■ EXERCISE BRIEF: Once every line in the data below has been checked for "align", give the number of lines that hold it, and only that.
╭─ RECORDS FOR PROCESSING
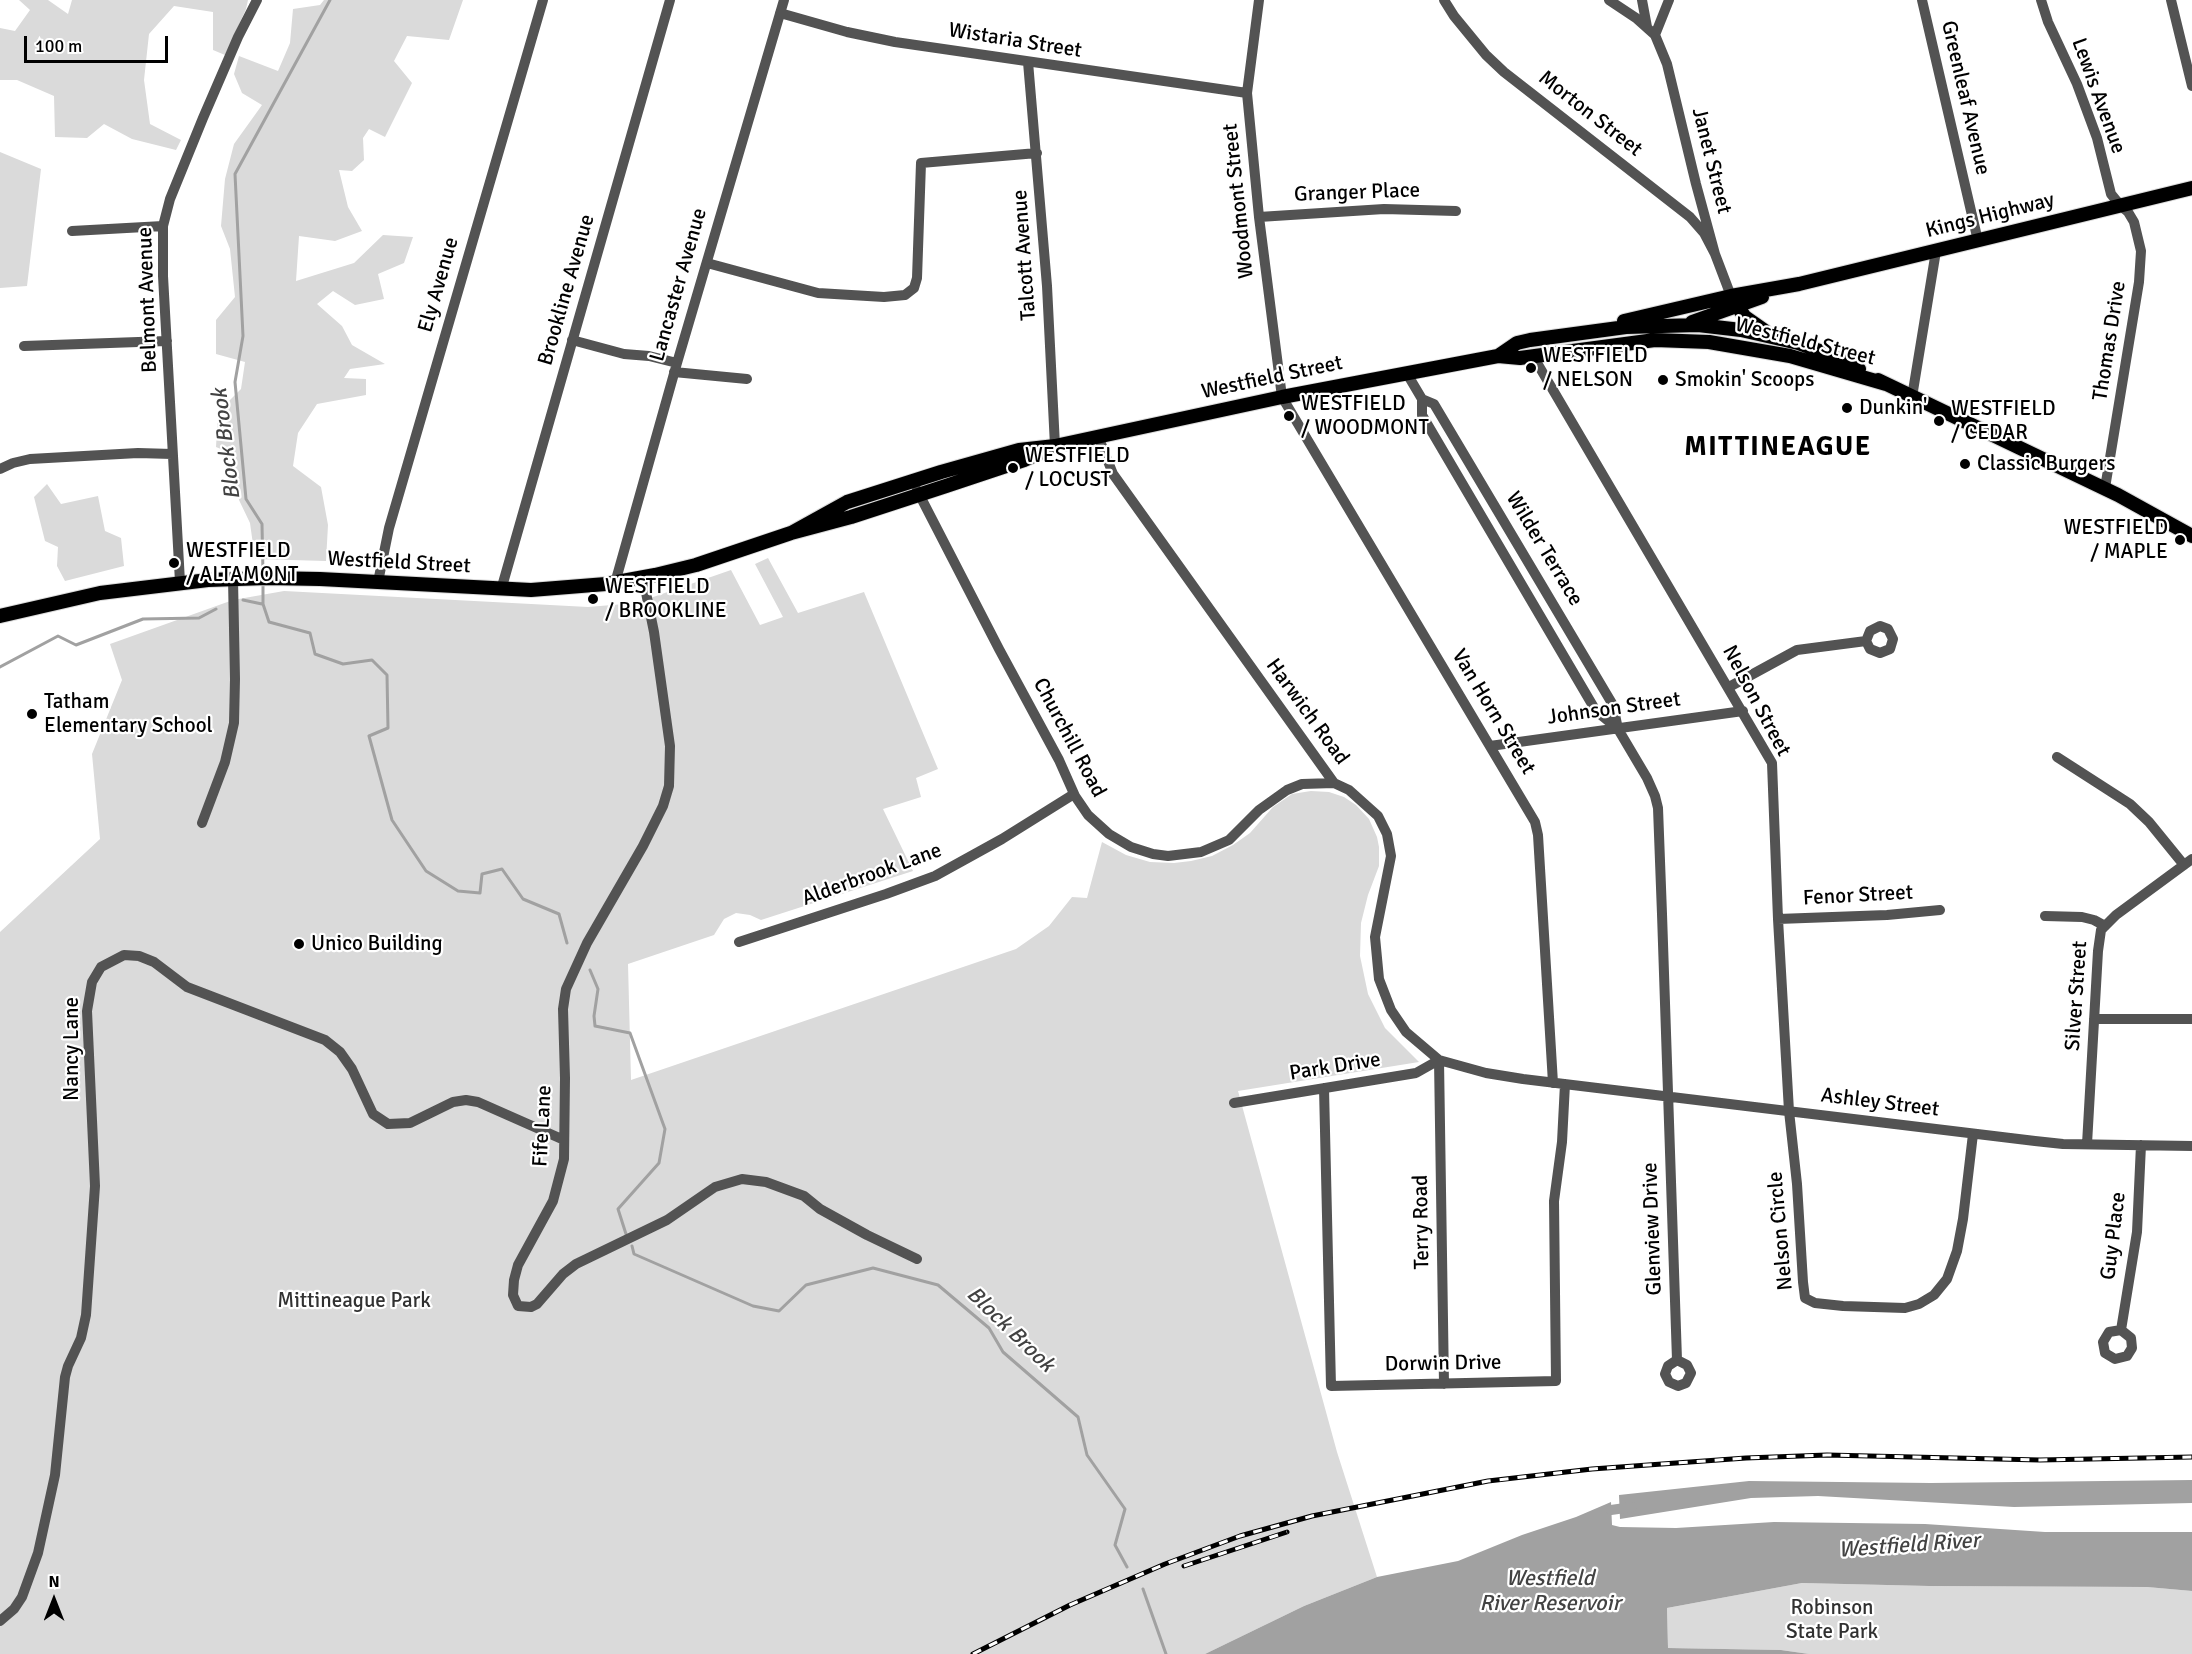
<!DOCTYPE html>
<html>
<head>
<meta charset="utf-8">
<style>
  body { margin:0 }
  #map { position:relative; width:2192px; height:1654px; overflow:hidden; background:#fff; font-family:Signika,sans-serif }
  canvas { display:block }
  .north { position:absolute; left:24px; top:1570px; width:60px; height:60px; -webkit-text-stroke:4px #fff; paint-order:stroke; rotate:0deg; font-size:16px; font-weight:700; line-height:24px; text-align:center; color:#000 }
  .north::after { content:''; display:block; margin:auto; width:21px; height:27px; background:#000; clip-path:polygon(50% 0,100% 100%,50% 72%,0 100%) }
  .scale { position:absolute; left:24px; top:36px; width:144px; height:27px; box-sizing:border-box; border:3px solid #000; border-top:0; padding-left:8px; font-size:18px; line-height:21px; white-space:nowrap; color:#000; -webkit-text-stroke:4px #fff; paint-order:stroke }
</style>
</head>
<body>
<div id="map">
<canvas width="2192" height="1654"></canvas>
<div class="north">N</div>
<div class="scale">100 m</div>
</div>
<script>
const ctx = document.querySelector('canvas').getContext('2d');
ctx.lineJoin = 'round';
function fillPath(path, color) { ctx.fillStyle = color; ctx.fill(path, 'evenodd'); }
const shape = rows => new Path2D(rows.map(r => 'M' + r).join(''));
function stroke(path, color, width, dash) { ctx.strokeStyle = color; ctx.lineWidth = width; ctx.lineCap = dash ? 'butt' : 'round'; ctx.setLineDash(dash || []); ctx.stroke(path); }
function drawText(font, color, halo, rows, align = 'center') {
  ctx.font = font + ' Signika,sans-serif'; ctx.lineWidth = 4.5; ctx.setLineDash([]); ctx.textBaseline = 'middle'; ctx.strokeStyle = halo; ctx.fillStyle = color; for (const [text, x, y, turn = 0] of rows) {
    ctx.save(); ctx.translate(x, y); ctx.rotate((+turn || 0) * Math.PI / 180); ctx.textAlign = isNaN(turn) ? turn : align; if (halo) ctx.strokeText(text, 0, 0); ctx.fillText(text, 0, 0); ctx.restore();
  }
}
fillPath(shape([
  [19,0,48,0,68,14,72,0,248,0,246,9,225,55,213,50,213,12,174,6,149,34,144,80,150,124,181,140,176,150,132,139,104,124,87,138,55,137,54,96,17,80,0,80,0,28,15,31,30,10],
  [324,0,463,0,449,40,407,36,394,61,412,83,385,137,369,129,363,138,364,160,352,171,339,170,348,207,362,231,335,241,299,236,296,281,354,263,383,235,413,237,404,263,378,274,384,299,355,305,333,291,317,304,342,326,352,345,385,364,350,369,344,378,366,379,366,395,317,404,298,433,293,466,321,487,328,525,326,561,255,559,250,523,239,500,233,454,216,447,218,412,241,389,245,362,216,354,216,320,235,297,230,249,221,226,225,179,234,144,262,105,242,93,234,74,239,56,278,71,290,43,293,9,320,5],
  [0,152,41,169,27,286,0,288],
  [47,484,61,504,98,496,105,531,121,538,124,566,65,581,57,566,58,547,45,541,34,497],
  [768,558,798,613,864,592,938,769,916,778,921,797,883,809,913,871,761,920,750,915,736,913,724,919,714,935,628,964,631,1080,1016,949,1049,926,1072,897,1087,898,1102,842,1126,855,1150,862,1174,863,1191,861,1212,856,1233,845,1250,833,1273,807,1292,794,1311,791,1329,792,1344,797,1356,805,1369,819,1377,837,1379,847,1379,866,1368,895,1361,923,1360,956,1368,994,1385,1028,1419,1062,1238,1091,1337,1452,1377,1577,1304,1606,1205,1654,0,1654,0,932,100,839,92,754,122,680,110,644,233,600,284,591,588,607,636,603,731,570,760,625,783,617,755,564],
  [1802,1583,1929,1586,2147,1587,2192,1591,2192,1654,1809,1654,1781,1650,1668,1648,1667,1608]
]), '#dadada');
fillPath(shape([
  [2192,1480,2192,1503,2014,1507,1818,1496,1751,1498,1620,1519,1619,1495,1749,1481,1931,1483],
  [1611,1502,1612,1525,1620,1527,1676,1528,1774,1522,1925,1524,2045,1532,2192,1532,2192,1591,2147,1587,1929,1586,1802,1583,1667,1608,1668,1648,1781,1650,1809,1654,1205,1654,1304,1606,1377,1577,1458,1561,1522,1535,1576,1517]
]), '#a1a1a1');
stroke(shape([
  [263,574,262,524,246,499,235,382,243,336,235,174,330,0],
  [263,583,263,604,269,622,310,633,315,654,343,664,372,660,387,675,388,728,369,736,392,820,426,871,458,891,480,893,482,874,502,869,523,899,559,914,567,943],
  [243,600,262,604],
  [0,667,58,636,76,645,143,619,199,618,216,609],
  [590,970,598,989,594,1016,595,1026,630,1033,665,1129,659,1163,618,1209,626,1234],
  [632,1246,634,1254,753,1306,779,1311,806,1285,873,1268,938,1285,989,1328,1003,1352,1078,1417,1087,1455,1125,1509,1115,1545,1127,1567],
  [1143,1589,1166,1654]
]), '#a1a1a1', 3);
stroke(shape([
  [1611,1510,1632,1507]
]), '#a1a1a1', 10);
const major = shape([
  [1732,299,1745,317,1765,331],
  [1624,321,1731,296,1799,284,2192,188],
  [1692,322,1762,297],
  [1498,356,1517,343,1530,340,1626,327,1698,325,1741,330,1798,343,1828,354,1859,369],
  [1878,380,2118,495,2192,536],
  [791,533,847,502,941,472,1019,450,1055,446,1282,397,1498,356,1520,358,1655,340,1709,342,1790,356,1886,384],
  [0,616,100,593,208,580,267,578,320,579,531,590,606,584,655,575,696,565,791,533,851,517,946,486,1024,460,1042,452]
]);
stroke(major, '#dbdbdb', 16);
stroke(shape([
  [1259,0,1247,93,1259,217,1282,397,1535,822,1538,835,1553,1083],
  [1444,0,1454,16,1486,55,1504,72,1690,217,1704,233,1715,254],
  [1609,0,1636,18,1655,35],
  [1642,0,1647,27],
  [1669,0,1655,35,1667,64,1696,184,1715,254,1731,296],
  [1922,0,1978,241],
  [2041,0,2048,22,2077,84,2097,138,2111,194,2120,205,2128,212,2134,222,2141,251,2139,282,2105,488],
  [2171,0,2192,86],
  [780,13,847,32,895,42,1247,93],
  [1028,62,1047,286,1055,446],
  [1259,217,1384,209,1456,211],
  [72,231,163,226],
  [707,263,818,293,884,297,905,295,914,288,917,278,921,163,1037,153],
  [572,340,624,354,649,356,677,363],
  [24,346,167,341],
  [1533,356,1772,763,1778,919,1789,1111,1797,1184,1803,1282,1805,1298,1815,1303,1843,1306,1905,1308,1919,1304,1934,1295,1947,1279,1957,1251,1963,1219,1973,1134],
  [674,372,747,379],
  [1406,372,1422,399,1422,415,1596,711,1618,729,1647,778,1655,796,1658,808,1662,914,1677,1360,1687,1365,1691,1373,1686,1383,1678,1386,1669,1382,1665,1374,1668,1366,1677,1360],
  [1912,397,1936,251],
  [1422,399,1434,404,1613,705,1618,729],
  [1098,436,1113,474,1334,783,1349,790,1378,816,1387,834,1391,856,1375,937,1379,979,1391,1010,1406,1032,1439,1060,1486,1073,1523,1079,2035,1141,2063,1144,2192,1146],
  [0,469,13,463,30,459,138,453,172,454],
  [917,490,999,649,1059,760,1075,796,1088,815,1109,834,1131,847,1153,854,1168,856,1201,852,1229,840,1259,810,1287,790,1302,784,1334,783],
  [643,578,654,632,670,746,669,786,663,806,643,846,587,943,566,989,563,1009,565,1078,564,1159,553,1201,518,1265,514,1280,513,1295,518,1306,531,1307,537,1304,563,1274,576,1264,667,1220,715,1187,742,1179,766,1182,804,1196,820,1209,867,1235,917,1259],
  [180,582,163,276,163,226,170,199,203,118,238,37,257,0],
  [378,582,389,528,543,0],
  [615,583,677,363,784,0],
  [501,590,670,0],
  [1729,687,1797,650,1866,641,1870,631,1880,626,1888,629,1893,639,1890,649,1880,653,1870,649,1866,641],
  [1490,746,1743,711],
  [2057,757,2130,804,2149,822,2184,865],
  [202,823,225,762,234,723,235,679,233,579],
  [2045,916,2082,917,2094,920,2105,926],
  [1778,919,1887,915,1940,910],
  [739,942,886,894,935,876,1002,839,1074,794],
  [2094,1019,2192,1019],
  [1439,1060,1444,1384],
  [1324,1088,1331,1386,1556,1381,1554,1201,1562,1142,1565,1084],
  [1234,1103,1416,1073,1439,1060],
  [2087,1144,2098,951,2101,930,2116,915,2192,859],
  [2121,1330,2131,1338,2132,1348,2127,1356,2115,1359,2105,1353,2103,1342,2109,1332,2121,1330,2137,1232,2141,1145],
  [0,1621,14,1609,22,1597,38,1553,55,1475,65,1377,68,1366,81,1338,86,1315,95,1186,87,1011,92,982,101,967,124,955,139,956,154,962,187,987,325,1040,340,1052,352,1069,373,1114,388,1124,410,1123,453,1102,466,1100,478,1102,564,1140]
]), '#535353', 10);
stroke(major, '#000', 14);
const rail = shape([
  [1184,1566,1287,1532],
  [973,1654,1070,1605,1165,1564,1240,1536,1312,1516,1488,1481,1592,1469,1746,1458,1827,1455,2040,1460,2192,1457]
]);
stroke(rail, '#000', 5);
stroke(rail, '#fff', 3, [9]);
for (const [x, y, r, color] of [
  [1531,368,6,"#000"],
  [1663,380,6,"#000"],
  [1847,408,6,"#000"],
  [1289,416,6,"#000"],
  [1939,421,6,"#000"],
  [1965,464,6,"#000"],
  [1013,468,6,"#000"],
  [2180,540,6,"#000"],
  [174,563,6,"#000"],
  [593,599,6,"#000"],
  [32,714,6,"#000"],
  [299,944,6,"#000"]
]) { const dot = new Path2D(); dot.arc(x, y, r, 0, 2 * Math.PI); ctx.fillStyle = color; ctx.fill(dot); stroke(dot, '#fff', 2); }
drawText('21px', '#000', '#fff', [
  ["Wistaria Street",1015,41,9],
  ["Lewis Avenue",2098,96,70],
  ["Greenleaf Avenue",1965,98,77],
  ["Morton Street",1590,114,38],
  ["Janet Street",1711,161,76],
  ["Granger Place",1357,193,-2],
  ["Woodmont Street",1239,201,-96],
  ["Kings Highway",1990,216,-14],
  ["Talcott Avenue",1025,255,-94],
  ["Ely Avenue",439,285,-74],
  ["Lancaster Avenue",679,285,-74],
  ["Brookline Avenue",567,290,-74],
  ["Belmont Avenue",148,300,-92],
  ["Thomas Drive",2110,341,-81],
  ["Westfield Street",1805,342,14],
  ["Westfield Street",1272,378,-12],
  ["Wilder Terrace",1544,549,59],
  ["Westfield Street",399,563,3],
  ["Nelson Street",1756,701,62],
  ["Johnson Street",1614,709,-8],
  ["Harwich Road",1307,712,54],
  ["Van Horn Street",1493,712,59],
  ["Churchill Road",1069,738,62],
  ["Alderbrook Lane",872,875,-20],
  ["Fenor Street",1858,896,-3],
  ["Silver Street",2077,996,-86],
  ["Nancy Lane",72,1049,-90],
  ["Park Drive",1335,1067,-9],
  ["Ashley Street",1880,1103,7],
  ["Fife Lane",543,1126,-87],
  ["Terry Road",1422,1222,-91],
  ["Glenview Drive",1653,1229,-92],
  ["Nelson Circle",1781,1231,-95],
  ["Guy Place",2114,1236,-83],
  ["Dorwin Drive",1443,1364,-1]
]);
drawText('21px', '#000', '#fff', [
  ["WESTFIELD",1543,356],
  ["/ NELSON",1543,380],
  ["Smokin' Scoops",1675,380],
  ["WESTFIELD",1301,404],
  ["/ WOODMONT",1301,428],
  ["Dunkin'",1859,408],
  ["WESTFIELD",1951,409],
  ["/ CEDAR",1951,433],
  ["WESTFIELD",1025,456],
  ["/ LOCUST",1025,480],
  ["Classic Burgers",1977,464],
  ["WESTFIELD",2168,528,"right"],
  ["/ MAPLE",2168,552,"right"],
  ["WESTFIELD",186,551],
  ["/ ALTAMONT",186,575],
  ["WESTFIELD",605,587],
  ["/ BROOKLINE",605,611],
  ["Tatham",44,702],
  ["Elementary School",44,726],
  ["Unico Building",311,944]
], 'left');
drawText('21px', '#313131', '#fff', [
  ["Mittineague Park",354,1301],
  ["Robinson",1832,1608],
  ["State Park",1832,1632]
]);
drawText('italic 22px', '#424242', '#fff', [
  ["Block Brook",227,444,-97],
  ["Block Brook",1010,1330,44],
  ["Westfield River",1909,1546,-4],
  ["Westfield",1550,1579],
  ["River Reservoir",1550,1604]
]);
ctx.letterSpacing = '1.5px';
drawText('bold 27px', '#000', '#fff', [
  ["MITTINEAGUE",1778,448]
]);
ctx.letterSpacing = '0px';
</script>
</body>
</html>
╰─
■ EXPECTED ANSWER: 3